Technology products have many birthdays – do you count from first announcement, or release to manufacturing, or general availability? Still, this week is a significant one for Microsoft .NET and the C# language, which was first unveiled to the world in detail at Tech-Ed Europe on July 7th, 2000. The timing was odd; July 7th was the last day of Tech-Ed, whereas news at such events is normally reserved to the first day or two – but the reason was to preview the announcement at the Professional Developers Conference in Orlando the following week. It was one of the few occasions when Europe got the exclusive, though as I recall most of the journalists had already gone home.
It is interesting to look back, and I wrote a piece for The Register on .NET hits and misses. However you spin it, it’s fair to say that the .NET platform has proved to be one of Microsoft’s better initiatives, and has delivered on at least some of its goals.

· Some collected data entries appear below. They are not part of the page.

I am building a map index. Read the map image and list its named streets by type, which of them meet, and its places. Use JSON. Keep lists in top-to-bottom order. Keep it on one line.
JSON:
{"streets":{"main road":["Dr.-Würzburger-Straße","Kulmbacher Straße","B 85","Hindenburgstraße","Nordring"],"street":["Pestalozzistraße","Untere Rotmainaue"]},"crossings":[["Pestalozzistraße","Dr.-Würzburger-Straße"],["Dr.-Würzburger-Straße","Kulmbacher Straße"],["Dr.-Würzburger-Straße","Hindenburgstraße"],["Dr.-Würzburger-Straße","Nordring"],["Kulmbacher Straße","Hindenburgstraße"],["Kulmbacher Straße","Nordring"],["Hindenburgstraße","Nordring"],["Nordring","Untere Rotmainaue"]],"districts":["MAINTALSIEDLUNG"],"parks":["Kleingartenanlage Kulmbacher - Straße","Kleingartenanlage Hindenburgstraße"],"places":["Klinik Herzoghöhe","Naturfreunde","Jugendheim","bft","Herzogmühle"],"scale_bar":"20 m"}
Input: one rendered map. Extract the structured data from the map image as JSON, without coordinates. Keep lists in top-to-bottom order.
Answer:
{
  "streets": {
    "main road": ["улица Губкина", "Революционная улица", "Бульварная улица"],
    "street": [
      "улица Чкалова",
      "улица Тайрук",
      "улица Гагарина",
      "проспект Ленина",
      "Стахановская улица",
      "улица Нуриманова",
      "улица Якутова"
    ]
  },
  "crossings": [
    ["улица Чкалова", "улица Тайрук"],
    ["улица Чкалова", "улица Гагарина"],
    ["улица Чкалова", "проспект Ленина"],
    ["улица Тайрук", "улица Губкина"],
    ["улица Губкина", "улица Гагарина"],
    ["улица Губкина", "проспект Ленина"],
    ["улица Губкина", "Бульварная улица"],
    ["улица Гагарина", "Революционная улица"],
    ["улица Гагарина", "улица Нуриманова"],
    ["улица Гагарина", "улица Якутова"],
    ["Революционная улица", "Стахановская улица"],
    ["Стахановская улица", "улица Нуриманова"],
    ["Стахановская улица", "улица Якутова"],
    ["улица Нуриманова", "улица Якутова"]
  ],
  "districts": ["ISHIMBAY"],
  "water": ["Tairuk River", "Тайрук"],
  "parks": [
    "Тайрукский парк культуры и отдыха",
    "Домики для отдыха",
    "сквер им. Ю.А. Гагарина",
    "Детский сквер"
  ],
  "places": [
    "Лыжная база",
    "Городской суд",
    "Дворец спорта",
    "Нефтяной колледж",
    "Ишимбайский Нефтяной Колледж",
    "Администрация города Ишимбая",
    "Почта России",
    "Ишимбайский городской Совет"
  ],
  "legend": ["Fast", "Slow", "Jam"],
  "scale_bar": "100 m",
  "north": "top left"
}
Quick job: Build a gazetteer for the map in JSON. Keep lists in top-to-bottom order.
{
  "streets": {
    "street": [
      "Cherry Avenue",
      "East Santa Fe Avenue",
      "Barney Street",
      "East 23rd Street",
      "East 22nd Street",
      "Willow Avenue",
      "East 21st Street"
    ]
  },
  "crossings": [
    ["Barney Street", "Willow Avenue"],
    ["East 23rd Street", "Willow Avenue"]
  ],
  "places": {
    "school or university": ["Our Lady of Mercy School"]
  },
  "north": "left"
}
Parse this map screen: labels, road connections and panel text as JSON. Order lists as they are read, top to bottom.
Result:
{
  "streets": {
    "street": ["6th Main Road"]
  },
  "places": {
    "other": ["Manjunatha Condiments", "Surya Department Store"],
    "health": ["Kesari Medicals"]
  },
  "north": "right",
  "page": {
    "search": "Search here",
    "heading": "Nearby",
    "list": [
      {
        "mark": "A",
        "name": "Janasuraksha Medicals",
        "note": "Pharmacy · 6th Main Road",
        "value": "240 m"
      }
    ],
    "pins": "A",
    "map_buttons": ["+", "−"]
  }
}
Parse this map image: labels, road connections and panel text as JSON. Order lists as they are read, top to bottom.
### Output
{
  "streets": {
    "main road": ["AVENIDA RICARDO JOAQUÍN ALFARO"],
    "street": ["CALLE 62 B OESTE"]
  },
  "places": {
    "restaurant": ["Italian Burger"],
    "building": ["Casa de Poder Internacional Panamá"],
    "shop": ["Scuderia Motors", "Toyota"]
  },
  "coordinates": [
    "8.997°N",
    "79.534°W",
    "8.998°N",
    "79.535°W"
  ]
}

It is even more interesting to look forward. Will we still be using .NET in 2020?
There is no sign of Microsoft announcing a replacement for .NET; and little sign of .NET catching on in a big way outside the Microsoft platform, so in part the question is about how the company will fare over the coming decade. Still, it is worth noting that the role of the .NET framework in that platform still seems to be increasing.
Most predictions are wrong; but the general trend right now is towards the cloud+device computing model. The proposition is that both applications and data belong in the cloud, whether public, private or hybrid. Further, it seems plausible that we will fall out of love with personal computers, with all their complexity and vulnerability to malware, and embrace devices that just work, where the operating system is locked down, data is just a synchronised local cache, and applications are lightweight clients for internet services. Smartphones are already like this, but by the end of this year when Apple’s iPad has been joined by other slates and small computers running Google Android, Google ChromeOS, Intel/Nokia MeeGo and HP WebOS, it may be obvious that traditional laptop and desktop computers will decline.
It turns out that the .NET Framework is well suited to this model, so much so that Microsoft has made it the development platform for Windows Phone 7. Why stop at Windows Phone 7 – what about larger devices that run only .NET applications, sandboxed from the underlying operating system and updated automatically over the Internet? Microsoft cannot do that for Windows as we know it, because we demand compatibility with existing applications, but it could extend the Windows Phone 7 OS and application model to a wider range of devices that take over some of the tasks for which we currently use a laptop.
In theory then, with Azure in the cloud and Silverlight on devices, the next ten years could be good ones for the .NET Framework.
That said, it is also easy to build the case against. Microsoft has it all to do with Windows Phone 7; the market is happily focused on Apple and Google Android devices at the high end. Microsoft’s hardware partners are showing signs of disloyalty, after years of disappointment with Windows Mobile, and HP has acquired Palm. If Windows Phone 7 fails to capture much of the market, as it may well do, then mobile .NET will likely fail with it. Put this together with a decline in traditional Windows machines, and the attraction of .NET as a cloud-to-client framework will diminish.
Although developer platform VP Scott Guthrie, C# architect Anders Hejlsberg and others are doing an excellent job of evolving the .NET framework, it is the success or failure of the wider Microsoft platform that will determine its future.